* PROBLEM DETAILS
Look through the data below and return each line where "small" appears.

* INPUT DATA

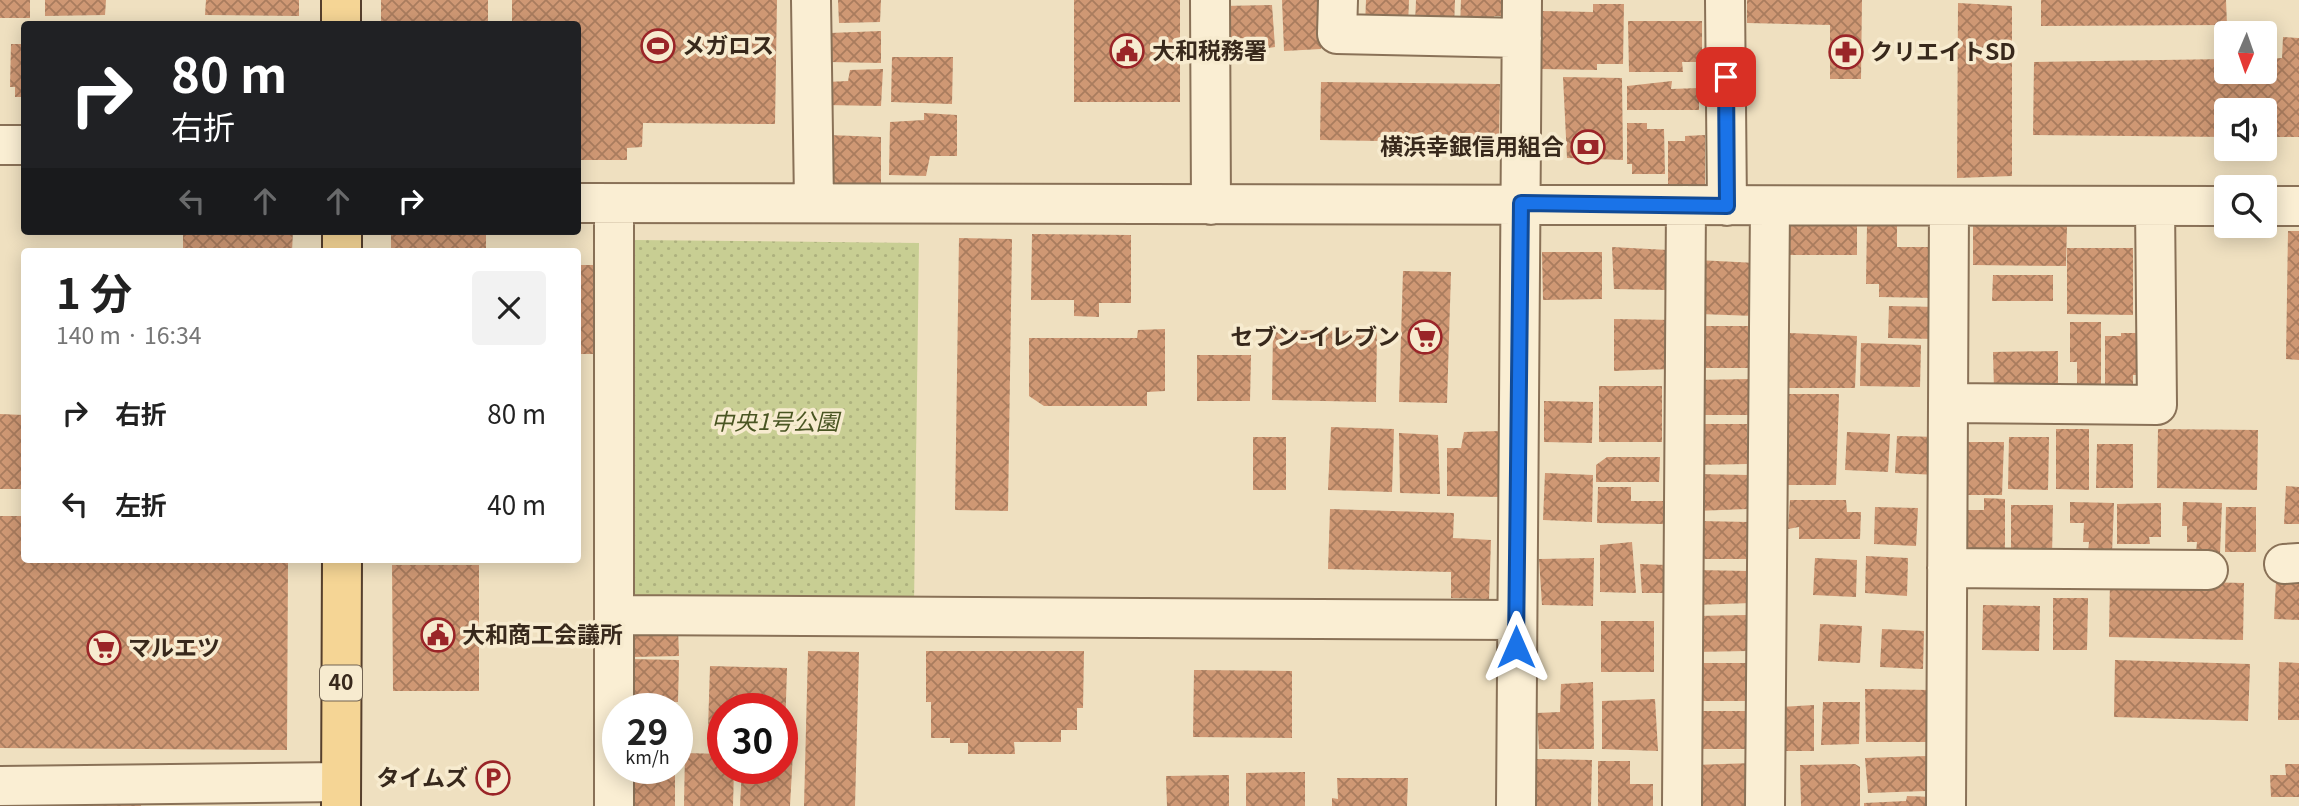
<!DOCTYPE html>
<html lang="ja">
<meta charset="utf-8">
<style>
body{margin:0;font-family:Georgia,"Noto Sans JP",serif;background:#f2f2f2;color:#222;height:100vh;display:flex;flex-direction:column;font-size:26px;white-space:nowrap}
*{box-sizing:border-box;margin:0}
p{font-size:23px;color:#767676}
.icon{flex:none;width:38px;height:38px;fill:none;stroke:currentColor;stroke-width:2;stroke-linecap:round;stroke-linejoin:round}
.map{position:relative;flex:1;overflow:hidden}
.drawer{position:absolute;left:21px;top:248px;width:560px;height:315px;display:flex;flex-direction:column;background:#fff;border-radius:7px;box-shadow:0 4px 18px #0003}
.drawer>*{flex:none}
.guide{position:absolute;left:21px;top:21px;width:560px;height:214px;border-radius:7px;box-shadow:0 4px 18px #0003;background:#202124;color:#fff;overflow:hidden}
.needle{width:46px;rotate:182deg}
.fabs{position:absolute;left:2214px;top:21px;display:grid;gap:14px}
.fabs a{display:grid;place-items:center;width:63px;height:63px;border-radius:7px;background:#fff;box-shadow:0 4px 18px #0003;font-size:35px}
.speed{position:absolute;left:602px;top:693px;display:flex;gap:14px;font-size:35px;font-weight:700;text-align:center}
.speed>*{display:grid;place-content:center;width:91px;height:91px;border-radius:50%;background:#fff;box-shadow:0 4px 18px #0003;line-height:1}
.speed small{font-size:18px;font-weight:400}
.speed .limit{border:10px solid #d22;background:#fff;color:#111}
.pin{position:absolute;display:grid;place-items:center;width:60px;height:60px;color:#fff;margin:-30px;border-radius:14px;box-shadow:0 4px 10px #0006}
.me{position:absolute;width:77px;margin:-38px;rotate:0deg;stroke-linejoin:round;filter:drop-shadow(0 0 5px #0008)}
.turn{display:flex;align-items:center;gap:24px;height:147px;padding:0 35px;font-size:32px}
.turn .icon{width:91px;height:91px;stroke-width:2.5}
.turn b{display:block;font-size:49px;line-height:60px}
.lanes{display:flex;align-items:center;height:66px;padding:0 35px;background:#0003;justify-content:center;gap:35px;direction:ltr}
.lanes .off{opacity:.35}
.round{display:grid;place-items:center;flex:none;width:74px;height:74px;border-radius:7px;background:#f2f2f2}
.overview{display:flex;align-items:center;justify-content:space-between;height:119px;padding:0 35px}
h1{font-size:42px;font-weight:700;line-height:52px}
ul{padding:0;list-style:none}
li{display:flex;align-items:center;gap:21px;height:91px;padding:0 35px}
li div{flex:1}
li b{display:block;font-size:26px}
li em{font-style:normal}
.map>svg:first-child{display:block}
.park{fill:url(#park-dots)}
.building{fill:url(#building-cross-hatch)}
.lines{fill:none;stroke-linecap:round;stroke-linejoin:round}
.minor-casing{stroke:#897157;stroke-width:42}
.major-casing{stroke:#563f2c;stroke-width:42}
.minor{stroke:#faeed3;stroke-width:38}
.major{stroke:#f5d595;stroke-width:38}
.route-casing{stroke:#114b97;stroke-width:18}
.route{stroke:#1a73e8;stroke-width:12}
.labels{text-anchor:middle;stroke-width:7;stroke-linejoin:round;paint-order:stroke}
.shield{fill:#f7ebcf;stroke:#716352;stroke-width:2}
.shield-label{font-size:21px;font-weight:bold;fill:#38291c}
.poi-label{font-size:23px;font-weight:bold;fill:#38291c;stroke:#f7ebcf;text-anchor:start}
.park-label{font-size:23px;font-style:italic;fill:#495522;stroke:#f7ebcf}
</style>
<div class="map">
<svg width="2299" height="806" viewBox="0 0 2299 806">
<defs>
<pattern id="park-dots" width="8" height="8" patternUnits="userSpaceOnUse" patternTransform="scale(1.75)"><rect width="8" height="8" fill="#c8ce93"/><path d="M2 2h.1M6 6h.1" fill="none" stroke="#adb17e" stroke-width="1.8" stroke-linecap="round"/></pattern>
<pattern id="building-cross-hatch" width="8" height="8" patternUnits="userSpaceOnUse" patternTransform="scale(1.75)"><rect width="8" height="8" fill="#cf9874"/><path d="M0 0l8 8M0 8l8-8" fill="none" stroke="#a97c5e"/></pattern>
</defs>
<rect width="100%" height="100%" fill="#efe0c0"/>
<!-- park -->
<path class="park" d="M635 240 919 243 914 604 631 600Z"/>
<!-- building -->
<path class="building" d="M0 0H30V18H0Z
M45 0H106L105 15 45 16Z
M206 0H299V16L205 15Z
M381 0H488V24H381Z
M512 0H777L775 124 643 123 642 147 627 148V160H578V24H512Z
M838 0H881L880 22 839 23Z
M1074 0H1180V102H1074Z
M1282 0H1320L1321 49 1284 51Z
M1366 0H1409L1408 26H1365Z
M1416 0H1455L1454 26 1415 24Z
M1461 0H1507L1506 16H1494V28L1460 27Z
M1747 0H1862L1861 79H1830V25L1747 23Z
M2041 0H2226L2227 25 2041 26Z
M1958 3 2012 6V176L1957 178Z
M1593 4H1624L1623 64H1597V70L1541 69V11L1593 12Z
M1272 5 1275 47 1226 54 1222 6Z
M1628 21H1702V62H1682L1683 72H1629Z
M881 31V63L829 62 830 33Z
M2283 37 2299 38V137H2264V110H2226V137L2033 135 2034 62 2226 59V72H2264V59L2282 58Z
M11 44H24V97H15V87H10Z
M892 57H953L952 104 891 102Z
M883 69 881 106 825 105 827 82 848 81 850 70Z
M1563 77 1622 78 1623 160 1567 158Z
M1672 81 1671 89 1699 88V110H1627V86Z
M1321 82 1500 84 1499 143 1320 140Z
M924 113 957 115V156H930L926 176 889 175 890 122 924 120Z
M1627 123H1647V129H1664L1665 174H1632V164H1627Z
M828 135 881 137V187L827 186Z
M1705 135V185H1668V141H1685V136Z
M1857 223V255H1788V224Z
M1867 225 1897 226V247H1936V298L1879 297V284H1866Z
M1973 226H2067L2066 266 1973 265Z
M183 231H293L292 252H183Z
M391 231H486V252H391Z
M2288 231H2299V360L2286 359Z
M1032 234 1131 235V303H1099V317L1074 316V300H1031Z
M959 238 1012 239 1008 511 955 510Z
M1612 247 1668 250 1666 290 1614 289Z
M2067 248H2133V315L2067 314Z
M1542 252H1602V299L1543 300Z
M1697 260 1756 263 1755 316 1699 314Z
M578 265H594V354H578Z
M1403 271 1451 272 1447 403 1399 402Z
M1993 275H2053V301H1992Z
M1889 306 1937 307 1936 339 1888 338Z
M1614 319 1673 320 1672 369 1614 371Z
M2070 322H2101V387H2077V362H2070Z
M1694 326H1754L1752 368H1698Z
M1165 329V391L1147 392V406H1044L1029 396V338H1137L1138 330Z
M1273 330 1377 331 1376 402 1272 400Z
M1790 333 1857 336 1855 388H1788Z
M2121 333H2143V375H2133V385H2105V336H2121Z
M1861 343 1921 345 1920 387 1860 386Z
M2058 351V388L1994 390 1993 352Z
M1197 355H1251L1250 401H1197Z
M1750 379V415H1696L1695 380Z
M1599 386H1662V442H1599Z
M1787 394H1839L1836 485H1788Z
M1544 401 1593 402 1592 443 1544 442Z
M0 414 24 415V489H0Z
M1695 424H1747V464L1695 465Z
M1331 427 1394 429 1392 492 1328 490Z
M2056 429H2089V490L2056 489Z
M2158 429 2258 430 2257 490 2157 488Z
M1501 431 1499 497 1447 496V448H1461L1464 432Z
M1847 432 1890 434 1888 472 1845 470Z
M1399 433 1438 435 1440 494 1400 493Z
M1897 436 1939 437 1937 475 1895 473Z
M1253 437H1286V490H1253Z
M2009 437H2049L2048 490 2008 489Z
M1966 442H2004L2002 495H1965Z
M2097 444H2133V488H2096Z
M1607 457H1660L1659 482H1596V465Z
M1545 473 1593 475 1592 522 1543 520Z
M1696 474 1748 475V509L1695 511Z
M2286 486 2299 487V524H2284Z
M1598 487H1631V501H1663V524L1597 523Z
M1984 498 2005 499V553H1966L1965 510H1984Z
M1790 500H1846L1847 512H1861L1860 539H1799V527L1788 529Z
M2070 502 2114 503 2112 553H2088L2089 542H2083L2084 523H2070Z
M2183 502 2222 503 2220 554 2196 553 2197 542H2187V526H2182Z
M2161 503V537H2149L2150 544H2117V504Z
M2011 505H2053L2052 558H2011Z
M1875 507 1918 508 1916 546 1874 544Z
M2226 507H2256V552H2225Z
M1330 509 1454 513 1453 538 1491 540 1489 599 1451 598V572L1328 569Z
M0 516H24V560H288L287 750 0 748Z
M1699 521 1748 522 1749 559H1697Z
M1632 542 1636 593 1600 592V545Z
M1866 556 1908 558 1907 596 1865 593Z
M1594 558 1593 606 1542 605 1539 559Z
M1815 558 1857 560 1856 597 1813 595Z
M1640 564 1667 565 1669 593H1642Z
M392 565H479V691H393Z
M1696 570 1748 571 1751 603 1695 605Z
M2110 580 2244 583 2243 640 2109 637Z
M2276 581 2299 582V620L2274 619Z
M2053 598H2088L2087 650H2053Z
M1983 605 2040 606 2039 651 1982 650Z
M1746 615 1747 651 1695 652 1696 616Z
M1601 621H1654V672H1601Z
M1820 624 1862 626 1860 663 1818 661Z
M678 628 679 656 633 657 632 629Z
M1882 629 1924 631 1923 669 1880 667Z
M808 651 859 652 855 806H804Z
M926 651H1084L1083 708H1077V730H1061V742H1014L1015 754H968V743H950V738H931V702H926Z
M629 659 679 660 678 702 629 701Z
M2115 660 2250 664 2248 721 2114 717Z
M2279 662 2299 663V720H2278Z
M1694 663H1748V701H1694Z
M710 666 787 668 785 732H782V709H723V730H708Z
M1194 670 1292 671V738L1193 737Z
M1593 682 1594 749H1539L1537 713 1560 712 1561 684Z
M1865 689 1930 690 1929 742H1866Z
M1655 699 1658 751 1602 749V701Z
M1823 702H1860L1859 744 1821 745Z
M1814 705V751H1785V740L1780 741V707Z
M1700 711H1745L1746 749H1696Z
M782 751 793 752 790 806H740L742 768H782Z
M685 753 723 754V768H734L733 806H684Z
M1927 756 1926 791 1868 793 1865 758Z
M1535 759 1592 760 1591 806H1534Z
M1598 761H1630V784H1653V806H1598Z
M1753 763V806H1695L1693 765Z
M1855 764 1860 767V806H1801L1800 765Z
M2285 764H2299V797H2271L2270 775H2286Z
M630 768H675V806H630Z
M1305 772V806H1246V773Z
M1229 775V806H1167L1166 776Z
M1337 778H1408L1407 806H1332V798L1338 799Z
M141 792V806H90V793Z
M1907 796 1933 797 1934 806H1864V803L1906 801Z"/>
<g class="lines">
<defs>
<path id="minor" d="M811 0 814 202
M1210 0 1211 205
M1338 0 1337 34 1522 38
M1725 0 1727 206
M0 145H24
M578 203 2226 206
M2264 206H2299
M1948 403 2157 405 2155 206
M2284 564 2299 563
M1947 568 2208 570
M614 615 1515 620
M0 786 341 782
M614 806V204
M1516 806 1522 0
M1682 806 1686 205
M1765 806 1770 207
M1946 806 1949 207"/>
<path id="major" d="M341 0V24
M342 231V252
M341 806 342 560"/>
</defs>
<!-- minor casing -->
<use href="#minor" class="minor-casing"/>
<!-- major casing -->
<use href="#major" class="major-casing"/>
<!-- minor -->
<use href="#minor" class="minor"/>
<!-- major -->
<use href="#major" class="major"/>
</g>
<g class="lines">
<defs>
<path id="route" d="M1516 647 1521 203 1727 206 1726 77"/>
</defs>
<!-- route casing -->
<use href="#route" class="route-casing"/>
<!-- route -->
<use href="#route" class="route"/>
</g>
<!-- icons -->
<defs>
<symbol id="stadium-ring" viewBox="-11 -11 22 22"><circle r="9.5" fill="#f7ebcf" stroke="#9a2528" stroke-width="1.5"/><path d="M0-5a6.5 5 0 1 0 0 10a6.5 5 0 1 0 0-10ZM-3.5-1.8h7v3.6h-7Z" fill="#9a2528"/></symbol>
<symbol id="civic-ring" viewBox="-11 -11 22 22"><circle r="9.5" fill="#f7ebcf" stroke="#9a2528" stroke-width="1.5"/><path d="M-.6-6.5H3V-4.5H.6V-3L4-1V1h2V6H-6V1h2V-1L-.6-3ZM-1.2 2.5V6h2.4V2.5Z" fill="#9a2528"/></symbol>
<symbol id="pharmacy-ring" viewBox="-11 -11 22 22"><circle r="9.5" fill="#f7ebcf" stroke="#9a2528" stroke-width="1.5"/><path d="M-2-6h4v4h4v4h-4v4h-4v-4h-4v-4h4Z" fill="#9a2528"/></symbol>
<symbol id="bank-ring" viewBox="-11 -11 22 22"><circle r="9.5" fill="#f7ebcf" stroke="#9a2528" stroke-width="1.5"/><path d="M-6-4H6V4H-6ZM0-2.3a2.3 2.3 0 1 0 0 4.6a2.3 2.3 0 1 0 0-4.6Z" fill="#9a2528"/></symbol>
<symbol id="supermarket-ring" viewBox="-11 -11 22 22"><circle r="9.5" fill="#f7ebcf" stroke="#9a2528" stroke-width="1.5"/><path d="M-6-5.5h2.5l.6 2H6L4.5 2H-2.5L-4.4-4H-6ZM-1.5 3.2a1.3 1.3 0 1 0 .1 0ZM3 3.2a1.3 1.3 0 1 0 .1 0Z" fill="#9a2528"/></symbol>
<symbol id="parking-ring" viewBox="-11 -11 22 22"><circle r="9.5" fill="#f7ebcf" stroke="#9a2528" stroke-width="1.5"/><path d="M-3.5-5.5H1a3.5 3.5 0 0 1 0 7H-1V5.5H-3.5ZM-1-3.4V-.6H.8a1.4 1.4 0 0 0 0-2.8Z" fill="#9a2528"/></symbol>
</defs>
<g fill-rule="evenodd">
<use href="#stadium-ring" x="639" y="27" width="38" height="38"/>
<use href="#civic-ring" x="1108" y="32" width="38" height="38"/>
<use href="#pharmacy-ring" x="1827" y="33" width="38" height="38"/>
<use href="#bank-ring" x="1569" y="128" width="38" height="38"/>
<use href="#supermarket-ring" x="1406" y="318" width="38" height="38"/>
<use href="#civic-ring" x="419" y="616" width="38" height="38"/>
<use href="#supermarket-ring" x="85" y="629" width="38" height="38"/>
<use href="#parking-ring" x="474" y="759" width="38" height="38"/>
</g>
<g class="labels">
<!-- shield labels -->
<rect class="shield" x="320" y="665.5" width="42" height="35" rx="5"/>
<g class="shield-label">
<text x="341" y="690">40</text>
</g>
<!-- poi labels -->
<g class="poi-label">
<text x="682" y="54">メガロス</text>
<text x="1152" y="59">大和税務署</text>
<text x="1870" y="60">クリエイトSD</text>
<text x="1564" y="155" text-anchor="end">横浜幸銀信用組合</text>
<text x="1400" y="345" text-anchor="end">セブン-イレブン</text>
<text x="462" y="643">大和商工会議所</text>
<text x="128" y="656">マルエツ</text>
<text x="468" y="786" text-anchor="end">タイムズ</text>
</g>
<!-- park labels -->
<g class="park-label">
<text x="775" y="430">中央1号公園</text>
</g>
</g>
</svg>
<div class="fabs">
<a><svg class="needle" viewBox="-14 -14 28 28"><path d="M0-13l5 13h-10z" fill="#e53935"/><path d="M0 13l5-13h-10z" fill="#767676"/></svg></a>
<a><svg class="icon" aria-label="sound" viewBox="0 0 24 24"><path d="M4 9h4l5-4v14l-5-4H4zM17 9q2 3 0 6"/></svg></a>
<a><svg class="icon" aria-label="search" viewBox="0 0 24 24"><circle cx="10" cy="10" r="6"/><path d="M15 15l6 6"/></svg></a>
</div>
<div class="speed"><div>29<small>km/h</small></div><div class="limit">30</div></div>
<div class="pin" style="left:1726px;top:77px;background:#d93025"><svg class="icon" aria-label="arrive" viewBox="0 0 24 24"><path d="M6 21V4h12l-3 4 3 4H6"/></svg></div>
<svg class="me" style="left:1516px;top:647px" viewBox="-20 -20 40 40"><path d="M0-17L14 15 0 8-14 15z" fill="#1a73e8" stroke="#fff" stroke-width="4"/></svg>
<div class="guide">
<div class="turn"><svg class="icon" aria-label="right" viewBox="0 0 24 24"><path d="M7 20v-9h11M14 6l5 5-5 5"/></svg><div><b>80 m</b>右折</div></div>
<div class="lanes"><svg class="icon off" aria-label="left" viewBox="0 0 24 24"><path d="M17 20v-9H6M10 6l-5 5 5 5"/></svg><svg class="icon off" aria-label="ahead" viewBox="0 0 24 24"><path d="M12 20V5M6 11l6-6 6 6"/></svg><svg class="icon off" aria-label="ahead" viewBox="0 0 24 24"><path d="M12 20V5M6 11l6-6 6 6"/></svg><svg class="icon" aria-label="right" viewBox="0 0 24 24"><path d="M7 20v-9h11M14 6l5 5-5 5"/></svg></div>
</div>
<section class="drawer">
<div class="overview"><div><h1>1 分</h1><p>140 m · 16:34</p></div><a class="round"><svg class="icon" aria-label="close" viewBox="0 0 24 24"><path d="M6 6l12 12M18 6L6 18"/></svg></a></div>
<ul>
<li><svg class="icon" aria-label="right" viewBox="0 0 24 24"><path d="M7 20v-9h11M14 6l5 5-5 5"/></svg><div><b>右折</b></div><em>80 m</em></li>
<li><svg class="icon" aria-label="left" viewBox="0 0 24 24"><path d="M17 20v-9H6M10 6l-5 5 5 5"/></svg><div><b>左折</b></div><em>40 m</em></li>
</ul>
</section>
</div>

* EXPECTED ANSWER
.speed small{font-size:18px;font-weight:400}
<div class="speed"><div>29<small>km/h</small></div><div class="limit">30</div></div>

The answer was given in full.